What Is Working Capital, and Why does it matter?
Working capital is the difference between current assets (like receivables and inventory) and current liabilities (such as payables and accrued expenses). It’s a measure of a business’s short- term liquidity and ability to meet operational needs.
In M&A deals, transactions are typically “cash-free, debt-free,” meaning sellers keep excess cash and settle outstanding debt. However, buyers expect the business to have enough WC at closing to operate smoothly. This required amount, called the “working capital peg,” is critical to negotiations. Think of it like passing a baton in a relay race—you need to leave enough momentum for the next runner (the buyer) to keep going without stumbling.
How the Working Capital peg works
The working capital peg represents the level of working capital (WC) that the purchaser anticipates receiving upon acquisition handover. During the finalization stage of the transaction process, your actual WC is evaluated against this target figure, with any variance resulting in modifications or adjustments.
To pilot startup acquisitions, founders should get a master working capital dynamics to ensure optimal value realization and sustained growth
If the peg is $500K and your working capital at handover is $350K, you will have to cover the $150K deficit.
If you deliver $650,000, the buyer owes you $150,000.
To avoid minor disputes, you can negotiate a collar, which creates a buffer range (e.g., $30,000 above or below the peg) where no adjustments are made.
Unique challenges for startups
Startups have unique WC challenges due to their evolving stage and operating models:
1.Seasonality and Growth:
Seasonal businesses or rapidly growing startups may see fluctuating WC needs. For example, an e-commerce startup might stockpile inventory ahead of an anticipated sales boom, temporarily increasing WC. Make sure that the peg reflects these cycles.
2.Deferred Revenue:
SaaS companies often collect upfront payments resulting in deferred revenue (a liability).
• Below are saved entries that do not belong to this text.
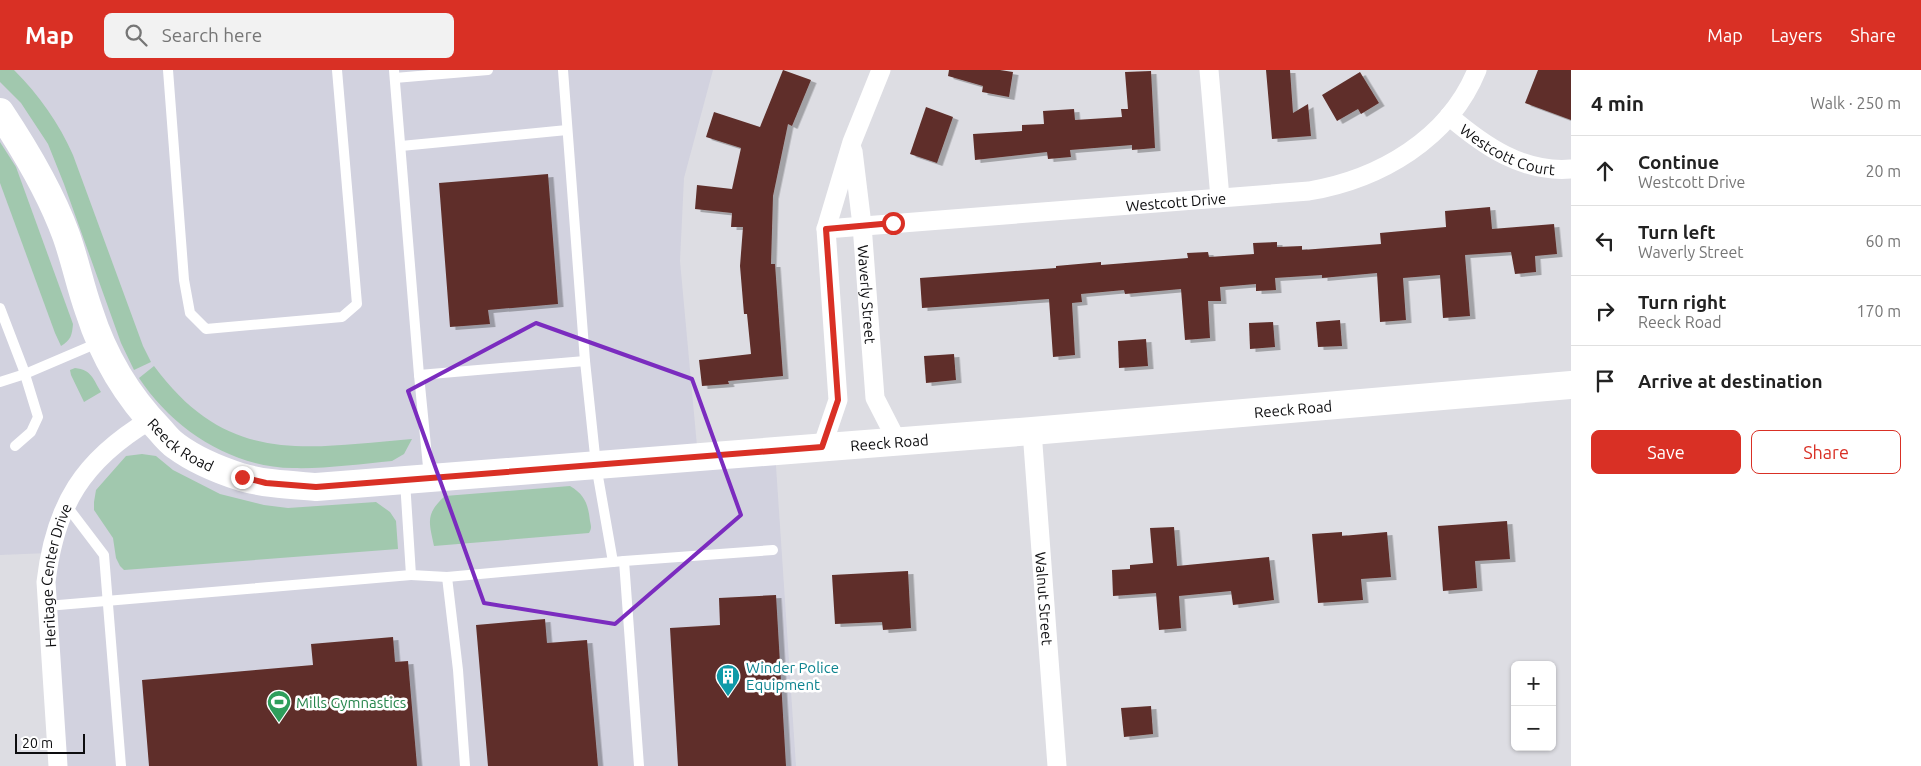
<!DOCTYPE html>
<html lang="en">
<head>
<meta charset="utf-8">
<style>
	body { margin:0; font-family:Ubuntu,sans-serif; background:#f2f2f2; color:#222 }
	.controls { position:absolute; right:15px; bottom:15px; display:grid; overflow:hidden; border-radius:8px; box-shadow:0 1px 4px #0004 }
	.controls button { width:45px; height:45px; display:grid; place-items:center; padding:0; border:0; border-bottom:1px solid #e0e0e0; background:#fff; color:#222; font:25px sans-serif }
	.scale { position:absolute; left:15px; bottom:12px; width:70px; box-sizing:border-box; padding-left:5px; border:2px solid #0d0d0f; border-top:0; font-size:14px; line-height:18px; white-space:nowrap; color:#0d0d0f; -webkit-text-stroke:4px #fff; paint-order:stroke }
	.stop { position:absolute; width:15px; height:15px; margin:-11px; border:4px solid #d93025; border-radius:50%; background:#fff }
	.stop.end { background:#d93025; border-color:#fff; box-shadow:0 1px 5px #0008 }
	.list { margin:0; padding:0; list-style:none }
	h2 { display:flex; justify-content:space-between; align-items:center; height:65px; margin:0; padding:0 20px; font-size:21px }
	h2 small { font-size:16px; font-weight:400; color:#767676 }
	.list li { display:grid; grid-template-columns:32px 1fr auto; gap:15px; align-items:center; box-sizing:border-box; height:70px; padding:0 20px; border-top:1px solid #e0e0e0 }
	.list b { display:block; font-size:19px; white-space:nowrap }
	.list p { margin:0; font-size:16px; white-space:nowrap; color:#767676 }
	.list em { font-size:16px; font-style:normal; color:#767676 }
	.actions { display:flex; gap:10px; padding:15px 20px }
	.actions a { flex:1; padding:11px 0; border:1px solid #d93025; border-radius:8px; text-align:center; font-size:18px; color:#d93025 }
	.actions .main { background:#d93025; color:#fff }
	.icon { flex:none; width:28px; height:28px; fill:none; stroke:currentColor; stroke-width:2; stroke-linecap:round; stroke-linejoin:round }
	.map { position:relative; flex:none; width:1571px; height:696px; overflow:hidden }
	header { display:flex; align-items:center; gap:30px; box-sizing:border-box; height:70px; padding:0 25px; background:#d93025; color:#fff }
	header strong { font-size:24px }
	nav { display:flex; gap:28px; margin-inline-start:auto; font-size:18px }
	.search { width:350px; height:45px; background:#f2f2f2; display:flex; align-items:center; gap:12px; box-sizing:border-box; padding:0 18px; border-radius:8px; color:#767676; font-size:19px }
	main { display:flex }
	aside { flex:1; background:#fff }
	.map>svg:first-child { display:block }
	.built { fill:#d2d2df }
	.green { fill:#a1c8ae }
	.building { fill:#5e2f2a; filter:url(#shadow) }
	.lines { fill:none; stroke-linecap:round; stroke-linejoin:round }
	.lane { stroke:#fff; stroke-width:10 }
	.street { stroke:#fff; stroke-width:19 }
	.secondary { stroke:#fff; stroke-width:28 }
	.route { stroke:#d93025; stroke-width:6 }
	.marked { fill:none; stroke:#7b2cbf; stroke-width:4; stroke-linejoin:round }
	.labels { text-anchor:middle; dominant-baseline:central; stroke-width:5; stroke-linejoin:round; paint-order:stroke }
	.street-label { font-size:15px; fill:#0d0d0f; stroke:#fff }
	.culture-label { font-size:15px; fill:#0d838f; stroke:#fff; text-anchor:start }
	.leisure-label { font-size:15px; fill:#27864d; stroke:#fff; text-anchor:start }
</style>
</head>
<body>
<header>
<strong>Map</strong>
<div class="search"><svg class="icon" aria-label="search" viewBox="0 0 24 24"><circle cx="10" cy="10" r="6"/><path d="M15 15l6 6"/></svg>Search here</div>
<nav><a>Map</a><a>Layers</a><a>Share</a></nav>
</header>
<main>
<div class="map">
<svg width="1571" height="696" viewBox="0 0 1571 696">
	<defs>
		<filter id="shadow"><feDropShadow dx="5.5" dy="3" stdDeviation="0" flood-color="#0004"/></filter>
	</defs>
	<rect width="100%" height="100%" fill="#dddde3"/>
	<!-- built -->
	<path class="built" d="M0 0H713L684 108 680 191 698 387 775 381 796 696H58L49 483 0 485Z"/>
	<!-- green -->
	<g class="green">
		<path d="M0 0H14C39 25 59 53 73 85L143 276 151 292 134 300 121 273 64 114 48 74 21 33 0 12Z"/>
		<path d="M0 72 16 97 73 254C72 265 71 270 61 276L55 263 0 113Z"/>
		<path d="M154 296C228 396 303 378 412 369L404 384 392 391C362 394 323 399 293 398 230 397 173 359 139 308Z"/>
		<path d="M75 298C92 300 93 309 101 322L84 332 71 305 70 300Z"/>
		<path d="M142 384 156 386 173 400 220 424 264 435 288 438 376 432 390 442 396 451 398 479 124 500 120 496 116 488 113 468 94 440V432L96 420 126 386Z"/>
		<path d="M570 416C585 425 588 434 590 451 591 456 592 458 589 463L434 476C429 452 425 444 445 426Z"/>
	</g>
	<!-- building -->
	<g class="building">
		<path d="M783 0 811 10 792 56 788 54 773 126 771 194H775L783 306 728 311 729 314 702 316 699 290 751 284 747 244H744L740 196 743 157H731L732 143 695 139 697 115 732 119 741 78 706 67 714 42 760 57Z"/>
		<path d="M949 0H1000L1013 2 1009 27 982 22 983 16 948 6Z"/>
		<path d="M1266 0H1290L1293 43 1308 34 1311 66 1272 69Z"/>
		<path d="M1538 0H1571V50L1525 33Z"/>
		<path d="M1151 1 1155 78 1132 80V75L1070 80 1071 87 1048 89 1047 82 975 90 973 64 1022 61V55L1044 54 1043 41 1074 39 1075 50 1122 47 1121 39H1128L1125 2Z"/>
		<path d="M1360 2 1379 33 1361 44 1358 39 1337 51 1322 25Z"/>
		<path d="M926 37 953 47 937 93 910 84Z"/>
		<path d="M548 104 558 234 488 240 490 254 450 257 439 113Z"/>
		<path d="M1490 137 1492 159 1554 154 1557 184 1535 186 1536 202 1515 204 1511 182 1465 185 1470 246 1443 248 1440 205 1403 208 1406 250 1380 252 1377 203 1322 208V205L1275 208 1276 220 1256 221V214L1220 217 1221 231H1208L1210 268 1185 270 1181 219 1125 224 1124 220 1081 224 1082 232 1072 233 1075 285 1053 287 1049 229 922 238 920 208 1056 198V196L1101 192V195L1188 188 1187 183 1208 182 1209 187 1254 184 1253 173 1277 172V177L1302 176V180L1381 174 1380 163 1446 157 1445 141Z"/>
		<path d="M1340 250 1342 276 1318 277 1316 252Z"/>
		<path d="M1273 252 1275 277 1250 279 1249 253Z"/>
		<path d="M1146 269 1148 296 1119 298 1118 271Z"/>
		<path d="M954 284 956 310 926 313 924 286Z"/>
		<path d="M1507 451 1510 489 1475 491 1477 518 1443 521 1438 456Z"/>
		<path d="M1174 457 1177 496 1269 487 1274 530 1233 535 1231 521 1179 526 1181 558 1159 560 1156 523 1113 526 1112 500 1130 499V495L1153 493 1150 458Z"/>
		<path d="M1342 462V466L1387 462 1391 507 1361 509 1363 530 1318 533 1312 464Z"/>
		<path d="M908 501 911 558 883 560 882 552 835 554 832 505Z"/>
		<path d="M776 525 786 696H678L670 558 720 555 719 528Z"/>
		<path d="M545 549 547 573 587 570 598 696H488L476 555Z"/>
		<path d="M393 567 395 592 408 591 417 696H149L142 610 313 595 311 574Z"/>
		<path d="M1151 636 1153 664 1124 667 1121 638Z"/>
	</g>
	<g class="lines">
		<!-- lane -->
		<g class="lane">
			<path d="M168 0 184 210 190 243 206 259 342 247 357 234 337 0"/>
			<path d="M394 0 419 305"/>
			<path d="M563 0 585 291"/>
			<path d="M395 8 488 0"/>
			<path d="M401 76 567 60"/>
			<path d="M0 238 23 298 38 347 31 362 15 376"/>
			<path d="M0 312 25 304 100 272"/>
			<path d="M429 407 419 305 585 291 596 395 613 492"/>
			<path d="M405 411 411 505 447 507 624 491 773 480"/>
			<path d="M66 435 104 485 121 696"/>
			<path d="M624 491 639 696"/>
			<path d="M447 507 458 600 465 696"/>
			<path d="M47 536 411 505"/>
		</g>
		<!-- street -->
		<g class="street">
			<path d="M1209 0 1220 128"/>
			<path id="s1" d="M1449 46C1484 76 1523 103 1571 99"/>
			<path id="s2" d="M853 81 862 155 875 328 897 371"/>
			<path id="s3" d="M826 159 1309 121C1380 109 1449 69 1477 0"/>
			<path id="s4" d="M1032 361 1057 696"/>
			<path d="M822 377 838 330 826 159 852 72 881 0"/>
			<path id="s5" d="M58 696 46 512C55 435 83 390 150 350"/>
		</g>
		<!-- secondary -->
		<path class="secondary" id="s6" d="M0 42C26 81 50 121 66 165 75 190 80 216 89 241 103 285 128 327 160 360 165 366 170 372 176 376 195 390 219 400 241 407 265 414 291 415 316 417L1032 361 1571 315"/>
	</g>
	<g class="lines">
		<!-- route -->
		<path class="route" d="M242 407 266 413 316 417 822 377 838 330 826 159 893 153"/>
	</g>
	<!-- marked area -->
	<path class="marked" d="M536 253 692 309 741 445 615 554 484 533 408 321Z"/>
	<!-- icons -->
	<defs>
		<g id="building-pin" transform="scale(1.25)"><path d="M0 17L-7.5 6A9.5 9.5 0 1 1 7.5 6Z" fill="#0f9aa8" stroke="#fff"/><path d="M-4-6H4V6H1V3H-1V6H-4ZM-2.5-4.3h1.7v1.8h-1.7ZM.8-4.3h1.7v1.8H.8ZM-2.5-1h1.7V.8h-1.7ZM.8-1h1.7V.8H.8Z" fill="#fff"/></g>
		<g id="stadium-pin" transform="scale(1.25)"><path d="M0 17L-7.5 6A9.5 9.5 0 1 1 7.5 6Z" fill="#2e9e5b" stroke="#fff"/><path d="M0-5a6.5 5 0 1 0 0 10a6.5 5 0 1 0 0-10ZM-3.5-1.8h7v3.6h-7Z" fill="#fff"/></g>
	</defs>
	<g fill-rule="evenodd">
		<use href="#building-pin" x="728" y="606"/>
		<use href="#stadium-pin" x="279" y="632"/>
	</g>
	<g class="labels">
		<!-- street labels -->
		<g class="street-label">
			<text stroke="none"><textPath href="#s1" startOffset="69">Westcott Court</textPath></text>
			<text stroke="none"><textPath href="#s3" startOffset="351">Westcott Drive</textPath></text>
			<text stroke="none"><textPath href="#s2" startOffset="144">Waverly Street</textPath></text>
			<text stroke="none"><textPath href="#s6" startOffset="1510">Reeck Road</textPath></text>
			<text stroke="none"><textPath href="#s6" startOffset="385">Reeck Road</textPath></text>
			<text stroke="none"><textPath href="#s6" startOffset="1105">Reeck Road</textPath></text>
			<text stroke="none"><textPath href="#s5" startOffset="192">Heritage Center Drive</textPath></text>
			<text stroke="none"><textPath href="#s4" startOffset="168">Walnut Street</textPath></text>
		</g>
		<!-- culture labels -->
		<g class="culture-label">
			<text x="746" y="597">Winder Police<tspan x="746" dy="17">Equipment</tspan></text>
		</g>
		<!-- leisure labels -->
		<g class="leisure-label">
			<text x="296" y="632">Mills Gymnastics</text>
		</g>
	</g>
</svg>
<div class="controls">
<button>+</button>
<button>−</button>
</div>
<div class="scale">20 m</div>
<div class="stop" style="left:893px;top:153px"></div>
<div class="stop end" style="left:242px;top:407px"></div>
</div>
<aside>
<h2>4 min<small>Walk · 250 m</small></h2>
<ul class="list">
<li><svg class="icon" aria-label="ahead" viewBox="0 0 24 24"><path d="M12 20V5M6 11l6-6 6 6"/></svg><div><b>Continue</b><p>Westcott Drive</p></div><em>20 m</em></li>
<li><svg class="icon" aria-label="left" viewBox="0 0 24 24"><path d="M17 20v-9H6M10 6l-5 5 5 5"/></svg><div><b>Turn left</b><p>Waverly Street</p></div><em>60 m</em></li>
<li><svg class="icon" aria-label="right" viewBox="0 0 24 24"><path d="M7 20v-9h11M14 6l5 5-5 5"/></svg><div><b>Turn right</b><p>Reeck Road</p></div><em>170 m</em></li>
<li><svg class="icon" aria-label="arrive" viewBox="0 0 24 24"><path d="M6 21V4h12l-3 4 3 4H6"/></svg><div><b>Arrive at destination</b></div></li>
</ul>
<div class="actions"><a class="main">Save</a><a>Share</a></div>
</aside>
</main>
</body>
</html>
Buyers might view deferred revenue as "debt-like" and exclude it from WC, reducing your proceeds. Clarify this early in the negotiation process.
3.Cash-Intensive Models:
Businesses that require substantial upfront expenses, like manufacturing startups, must ensure that these operational realities are factored into the peg to minimize financial deficits.
How founders can protect themselves
1.Engage Expert Advisors:
M&A advisors who have experience in WC adjustments can assist in navigating complexities and also in negotiating favorable terms.
2.Push for Specific Terms in the LOI:
Ensure the Letter of Intent (LOI) clearly explains how the peg will be calculated, whether based on averages from the last 3/6/12 months, and addresses disputed items like deferred revenue or customer deposits.
3.Negotiate a Collar:
Negotiate a buffer zone with a collar to prevent variations in WC resulting in significant financial adjustments.
4.Maintain Clean Financial Records:
Accurate records, including inventory schedules, accounts receivable aging, and payables reports, are essential for setting an appropriate peg and minimizing disputes during diligence.
5.Plan for Post-Closing Reconciliation:
After the deal closes, buyers often reassess WC to verify it aligns with the peg. Include clear terms in the purchase agreement to handle disagreements, such as engaging a neutral accounting firm.
The bottom line
Founders must skillfully handle working capital to secure an acquisition outcome where the payout aligns with the business's value creation efforts. It's more than just crunching numbers but a crucial financial aspect that significantly impacts the final deal for founders. Taking a strategic approach to managing working capital and setting negotiation terms can protect the founders’ hard earned financial gains and will ensure the transaction accurately represents the operational realities of their business.